In a July 28 opinion, Judge Michael A. Chagares reversed a ruling by the U.S. District Court for the District of New Jersey, finding that the state law creates an independent duty for employers to follow and doesn't require reference to a benefits plan under the Employee Retirement Income Security Act or a collective bargaining agreement under the Labor Management Relations Act.
As a result, the court found the complete preemption provisions of both federal statutes inapplicable to claims for violations of the state law and ordered the district court to remand the case back to New Jersey state court for lack of federal subject matter jurisdiction.
While the court refused to directly rule on express preemption of the state law under ERISA Section 514, it indicated that similar statutes have been found not to be preempted by that provision.
The action was originally brought in New Jersey state court by a group of multiemployer benefit funds that had obtained assignments of claims from their participants.
The participants were carpenters who worked for Tishman Construction Corp. of New Jersey on the construction of a casino hotel in Atlantic City, N.J.
The funds asserted on behalf of their participants that Tishman had failed to follow New Jersey's Prevailing Wage Act by failing to provide them with either fringe benefits or with the cash equivalent of those benefits.
Under the state law, the state's labor commissioner sets a per-hour wage requirement and a per-hour fringe benefit requirement for public works projects.
To comply with the fringe benefit mandate, an employer must provide its workers either with some type of fringe benefits equal to the requirement or a cash equivalent to the difference between the benefits provided and the hourly requirement.
Tishman had the case removed to federal court on the grounds that the claims for fringe benefits were preempted by ERISA Section 502 and LMRA Section 301.
The district court granted Tishman's motion to dismiss in June 2013, finding that the claims under the Prevailing Wage Act were preempted by ERISA Section 514 as relating to an ERISA-governed plan because the funds were fiduciaries of ERISA-governed plans within the meaning of the statute and were attempting to obtain fringe benefits.
The district court also ruled that it had subject matter jurisdiction over the case, finding that the claims were completely preempted by ERISA Section 502 because they were actually an “artfully pleaded” claim for benefits under that provision.
The appellate court disagreed with the lower court's complete preemption decision, finding that the federal statute was not implicated in a claim for wages under the Prevailing Wage Act.
Instead, the court found, the state statute provided an employer with an “independent legal duty” to follow that didn't require reference to either an employee benefits plan or a specific collective bargaining agreement.
The court said that the employer only needed to examine the prevailing wage levels and compare them against the wages and benefits that it was paying to its employees to determine if it was in compliance with the law.
As a result, the court found, a claim under the state statute was not completely preempted by ERISA or the LMRA and thus was not properly removed to federal district court in the first place.
The appellate court refused to address the district court's conclusion that the funds' claims under the state law were expressly preempted by Section 514 of ERISA, instead saying that Tishman could again raise that issue on remand to state court.
But the court indicated in a footnote that it didn't believe that an action under the Prevailing Wage Act was expressly preempted by ERISA, noting that the Third Circuit had earlier refuse to preempt Pennsylvania's prevailing wage law, which the court said was similar to the statute at issue here in Keystone Chapter, Assoc.
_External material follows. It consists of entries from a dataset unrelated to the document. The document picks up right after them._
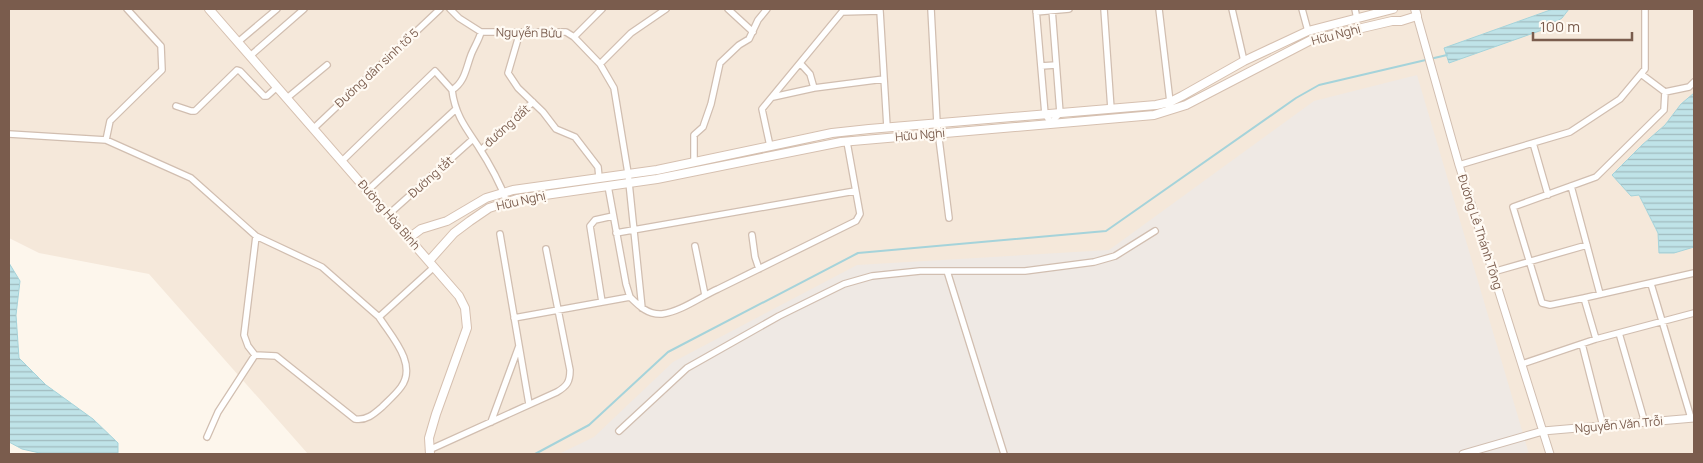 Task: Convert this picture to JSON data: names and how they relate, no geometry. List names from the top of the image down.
{
  "streets": {
    "main road": ["Hữu Nghị", "Đường Hòa Bình"],
    "street": [
      "Nguyễn Bửu",
      "Đường dân sinh tổ 5",
      "đường đất",
      "Đường tắt",
      "Đường Lê Thánh Tông",
      "Nguyễn Văn Trỗi"
    ]
  },
  "crossings": [
    ["Nguyễn Bửu", "Hữu Nghị"],
    ["Hữu Nghị", "Đường Hòa Bình"],
    ["Hữu Nghị", "Đường Lê Thánh Tông"],
    ["Đường dân sinh tổ 5", "Đường Hòa Bình"],
    ["Đường tắt", "Đường Hòa Bình"],
    ["Đường Lê Thánh Tông", "Nguyễn Văn Trỗi"]
  ],
  "scale_bar": "100 m"
}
Builders and Contractors, Inc. v. Foley, 37 F.3d 945, 18 EBC 2161 (3d Cir. 1994)).
In the same footnote, the court identified decisions from the Second, Sixth, Eighth and Ninth circuits that also found similar prevailing wage statutes not expressly preempted by ERISA Section 514.
According to the court, “every other Court of Appeals to answer this question with respect to similar PWAs has found them not expressly preempted.”
Chief Judge Theodore A. McKee and Judge Patty Shwartz joined in the opinion.
The funds were represented by Michael G. McNally and Seth Ptasiewicz of Kroll Heineman in Iselin, N.J.
Tishman was represented by Gregory R. Begg and Alexander X. Saunders of Peckar & Abramson in River Edge, N.J.